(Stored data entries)
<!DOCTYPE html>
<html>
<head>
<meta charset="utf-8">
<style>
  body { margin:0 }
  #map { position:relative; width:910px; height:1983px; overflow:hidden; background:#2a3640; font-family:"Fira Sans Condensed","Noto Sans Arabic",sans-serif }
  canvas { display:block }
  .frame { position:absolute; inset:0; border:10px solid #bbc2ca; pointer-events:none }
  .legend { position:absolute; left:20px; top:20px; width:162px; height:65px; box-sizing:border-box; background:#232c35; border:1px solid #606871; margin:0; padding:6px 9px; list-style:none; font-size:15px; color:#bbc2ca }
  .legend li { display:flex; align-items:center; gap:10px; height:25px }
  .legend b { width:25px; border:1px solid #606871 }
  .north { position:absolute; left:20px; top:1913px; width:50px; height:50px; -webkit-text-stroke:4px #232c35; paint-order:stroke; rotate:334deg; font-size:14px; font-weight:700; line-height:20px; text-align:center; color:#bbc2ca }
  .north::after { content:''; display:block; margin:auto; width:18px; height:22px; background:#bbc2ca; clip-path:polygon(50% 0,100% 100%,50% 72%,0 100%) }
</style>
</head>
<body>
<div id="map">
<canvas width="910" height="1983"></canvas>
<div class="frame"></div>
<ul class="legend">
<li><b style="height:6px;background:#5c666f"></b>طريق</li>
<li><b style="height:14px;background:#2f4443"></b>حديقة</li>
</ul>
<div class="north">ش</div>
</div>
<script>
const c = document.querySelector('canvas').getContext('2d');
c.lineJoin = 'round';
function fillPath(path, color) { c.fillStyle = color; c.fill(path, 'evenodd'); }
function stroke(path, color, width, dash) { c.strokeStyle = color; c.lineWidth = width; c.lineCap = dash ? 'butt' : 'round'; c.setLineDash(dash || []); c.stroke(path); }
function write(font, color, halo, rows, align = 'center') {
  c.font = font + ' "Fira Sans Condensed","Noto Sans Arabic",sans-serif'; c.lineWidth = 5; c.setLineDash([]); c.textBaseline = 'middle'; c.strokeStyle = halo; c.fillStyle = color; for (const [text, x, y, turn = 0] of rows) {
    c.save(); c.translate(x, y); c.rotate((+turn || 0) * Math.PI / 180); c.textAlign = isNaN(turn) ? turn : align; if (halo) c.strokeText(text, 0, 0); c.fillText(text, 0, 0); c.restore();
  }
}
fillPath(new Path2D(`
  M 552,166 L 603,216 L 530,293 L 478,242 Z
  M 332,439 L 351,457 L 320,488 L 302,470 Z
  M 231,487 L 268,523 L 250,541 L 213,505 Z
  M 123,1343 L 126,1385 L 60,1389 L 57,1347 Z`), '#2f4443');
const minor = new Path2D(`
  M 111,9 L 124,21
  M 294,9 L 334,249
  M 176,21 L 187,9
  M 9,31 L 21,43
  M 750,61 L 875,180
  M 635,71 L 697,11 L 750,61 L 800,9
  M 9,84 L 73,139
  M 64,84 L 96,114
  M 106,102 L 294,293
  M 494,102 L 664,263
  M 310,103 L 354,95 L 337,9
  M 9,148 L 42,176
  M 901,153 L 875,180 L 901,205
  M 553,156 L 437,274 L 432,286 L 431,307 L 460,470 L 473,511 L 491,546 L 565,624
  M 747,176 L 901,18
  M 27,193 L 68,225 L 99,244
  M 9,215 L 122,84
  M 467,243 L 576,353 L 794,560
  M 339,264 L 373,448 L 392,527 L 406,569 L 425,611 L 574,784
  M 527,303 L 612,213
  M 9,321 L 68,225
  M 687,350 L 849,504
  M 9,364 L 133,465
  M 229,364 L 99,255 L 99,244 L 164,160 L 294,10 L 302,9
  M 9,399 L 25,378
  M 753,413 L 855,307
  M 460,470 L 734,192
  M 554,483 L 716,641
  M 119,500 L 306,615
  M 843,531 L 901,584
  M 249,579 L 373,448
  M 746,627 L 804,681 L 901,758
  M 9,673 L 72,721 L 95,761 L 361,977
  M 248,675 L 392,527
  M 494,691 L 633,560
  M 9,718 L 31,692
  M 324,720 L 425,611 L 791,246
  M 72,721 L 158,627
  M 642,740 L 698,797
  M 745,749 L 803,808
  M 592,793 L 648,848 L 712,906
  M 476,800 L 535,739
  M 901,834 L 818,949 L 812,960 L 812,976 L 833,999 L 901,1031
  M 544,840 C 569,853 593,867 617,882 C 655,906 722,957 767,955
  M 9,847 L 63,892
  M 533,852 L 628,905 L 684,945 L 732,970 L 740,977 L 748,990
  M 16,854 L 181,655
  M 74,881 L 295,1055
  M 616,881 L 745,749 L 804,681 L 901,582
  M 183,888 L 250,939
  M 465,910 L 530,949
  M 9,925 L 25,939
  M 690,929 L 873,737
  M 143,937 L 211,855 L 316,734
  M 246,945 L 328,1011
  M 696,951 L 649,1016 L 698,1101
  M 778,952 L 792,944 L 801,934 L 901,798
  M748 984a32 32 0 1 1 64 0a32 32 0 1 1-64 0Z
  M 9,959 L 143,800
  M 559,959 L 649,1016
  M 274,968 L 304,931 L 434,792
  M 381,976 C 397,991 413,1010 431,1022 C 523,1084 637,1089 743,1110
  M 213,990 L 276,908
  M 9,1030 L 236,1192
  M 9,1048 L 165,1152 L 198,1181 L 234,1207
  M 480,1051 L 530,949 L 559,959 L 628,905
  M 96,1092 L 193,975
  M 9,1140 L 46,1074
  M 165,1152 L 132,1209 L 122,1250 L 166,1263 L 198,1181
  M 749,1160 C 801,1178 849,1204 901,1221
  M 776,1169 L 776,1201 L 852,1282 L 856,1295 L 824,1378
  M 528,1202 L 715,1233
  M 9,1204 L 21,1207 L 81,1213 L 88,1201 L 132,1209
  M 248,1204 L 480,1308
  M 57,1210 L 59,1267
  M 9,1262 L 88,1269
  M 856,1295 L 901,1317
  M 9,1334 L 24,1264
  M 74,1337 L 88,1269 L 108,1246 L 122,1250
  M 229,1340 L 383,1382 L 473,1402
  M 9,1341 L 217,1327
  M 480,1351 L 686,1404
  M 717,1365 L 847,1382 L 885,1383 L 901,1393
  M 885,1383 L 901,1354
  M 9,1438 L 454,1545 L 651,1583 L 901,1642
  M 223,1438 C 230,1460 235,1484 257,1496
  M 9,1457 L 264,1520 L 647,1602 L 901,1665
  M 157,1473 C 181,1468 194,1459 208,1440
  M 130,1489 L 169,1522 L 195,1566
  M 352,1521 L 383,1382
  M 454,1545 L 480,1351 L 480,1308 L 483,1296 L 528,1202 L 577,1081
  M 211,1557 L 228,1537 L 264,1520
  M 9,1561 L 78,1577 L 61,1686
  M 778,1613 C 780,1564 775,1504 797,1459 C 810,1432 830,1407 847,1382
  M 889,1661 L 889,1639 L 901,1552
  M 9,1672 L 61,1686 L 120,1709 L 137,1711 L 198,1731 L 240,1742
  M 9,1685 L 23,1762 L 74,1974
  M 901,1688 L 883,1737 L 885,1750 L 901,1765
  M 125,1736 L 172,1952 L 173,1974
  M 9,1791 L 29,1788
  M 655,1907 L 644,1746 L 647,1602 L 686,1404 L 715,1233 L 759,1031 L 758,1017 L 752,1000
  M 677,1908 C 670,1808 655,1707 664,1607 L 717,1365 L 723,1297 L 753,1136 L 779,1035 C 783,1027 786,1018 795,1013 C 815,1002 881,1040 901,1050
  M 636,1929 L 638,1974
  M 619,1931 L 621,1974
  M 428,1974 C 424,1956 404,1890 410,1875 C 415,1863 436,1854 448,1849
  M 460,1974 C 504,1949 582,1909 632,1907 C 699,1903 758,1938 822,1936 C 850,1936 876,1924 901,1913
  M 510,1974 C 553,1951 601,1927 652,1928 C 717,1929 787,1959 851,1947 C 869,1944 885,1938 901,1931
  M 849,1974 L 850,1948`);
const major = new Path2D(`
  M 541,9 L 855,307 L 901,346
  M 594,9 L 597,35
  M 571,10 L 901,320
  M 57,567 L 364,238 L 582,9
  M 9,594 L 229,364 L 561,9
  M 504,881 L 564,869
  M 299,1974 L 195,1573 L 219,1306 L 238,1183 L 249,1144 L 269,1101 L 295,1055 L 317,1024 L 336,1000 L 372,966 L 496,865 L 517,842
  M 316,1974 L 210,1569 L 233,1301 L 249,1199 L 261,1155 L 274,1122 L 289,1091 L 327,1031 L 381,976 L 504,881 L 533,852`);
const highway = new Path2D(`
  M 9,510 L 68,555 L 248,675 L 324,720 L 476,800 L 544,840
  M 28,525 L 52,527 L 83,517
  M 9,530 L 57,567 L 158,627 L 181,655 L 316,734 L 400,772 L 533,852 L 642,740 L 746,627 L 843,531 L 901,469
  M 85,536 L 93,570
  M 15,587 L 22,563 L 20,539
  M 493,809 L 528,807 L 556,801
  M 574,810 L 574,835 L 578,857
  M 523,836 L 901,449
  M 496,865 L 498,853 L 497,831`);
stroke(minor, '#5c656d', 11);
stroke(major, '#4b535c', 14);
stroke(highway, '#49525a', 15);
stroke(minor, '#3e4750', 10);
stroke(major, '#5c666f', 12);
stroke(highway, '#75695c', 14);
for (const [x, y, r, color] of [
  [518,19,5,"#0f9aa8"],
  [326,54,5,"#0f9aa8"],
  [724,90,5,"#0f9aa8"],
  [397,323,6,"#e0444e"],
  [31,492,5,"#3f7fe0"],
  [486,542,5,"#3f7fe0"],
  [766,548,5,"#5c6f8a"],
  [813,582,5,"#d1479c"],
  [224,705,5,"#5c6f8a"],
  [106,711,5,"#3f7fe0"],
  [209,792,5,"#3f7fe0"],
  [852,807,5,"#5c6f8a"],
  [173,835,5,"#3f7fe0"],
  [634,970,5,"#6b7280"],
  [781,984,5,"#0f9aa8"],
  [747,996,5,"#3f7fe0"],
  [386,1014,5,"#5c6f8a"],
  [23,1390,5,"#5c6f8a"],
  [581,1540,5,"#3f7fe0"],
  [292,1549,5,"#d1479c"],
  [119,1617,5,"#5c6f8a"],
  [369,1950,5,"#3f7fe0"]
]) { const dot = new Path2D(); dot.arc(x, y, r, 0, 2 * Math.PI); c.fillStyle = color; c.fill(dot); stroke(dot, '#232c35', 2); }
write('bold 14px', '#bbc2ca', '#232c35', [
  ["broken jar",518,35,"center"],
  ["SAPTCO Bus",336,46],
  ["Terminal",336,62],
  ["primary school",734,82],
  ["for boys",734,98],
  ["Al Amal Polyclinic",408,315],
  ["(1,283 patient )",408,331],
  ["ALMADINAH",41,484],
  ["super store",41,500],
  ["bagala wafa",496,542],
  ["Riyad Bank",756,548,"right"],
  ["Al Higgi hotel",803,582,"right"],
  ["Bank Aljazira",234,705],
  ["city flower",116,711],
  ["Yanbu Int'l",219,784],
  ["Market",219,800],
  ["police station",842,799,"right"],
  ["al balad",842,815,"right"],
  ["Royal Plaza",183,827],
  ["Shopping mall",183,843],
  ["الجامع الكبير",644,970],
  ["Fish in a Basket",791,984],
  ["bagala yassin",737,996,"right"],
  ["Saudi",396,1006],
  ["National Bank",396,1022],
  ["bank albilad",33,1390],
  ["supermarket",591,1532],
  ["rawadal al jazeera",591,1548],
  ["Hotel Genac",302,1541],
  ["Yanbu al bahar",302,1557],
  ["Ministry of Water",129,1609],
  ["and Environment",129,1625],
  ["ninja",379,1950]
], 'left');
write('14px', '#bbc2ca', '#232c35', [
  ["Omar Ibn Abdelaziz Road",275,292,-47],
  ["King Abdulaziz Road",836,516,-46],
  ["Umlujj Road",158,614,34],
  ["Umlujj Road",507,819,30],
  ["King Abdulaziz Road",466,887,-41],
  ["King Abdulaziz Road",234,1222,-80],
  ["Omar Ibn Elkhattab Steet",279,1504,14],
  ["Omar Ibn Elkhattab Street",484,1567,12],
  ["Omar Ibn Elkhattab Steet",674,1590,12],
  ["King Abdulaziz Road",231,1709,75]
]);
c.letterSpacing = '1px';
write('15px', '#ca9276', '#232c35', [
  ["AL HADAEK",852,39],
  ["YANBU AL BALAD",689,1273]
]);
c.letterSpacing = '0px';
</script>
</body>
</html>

*Task prompt*
Write only the number of lines in the entries where the string "rows" occurs.

*Output of the task*
2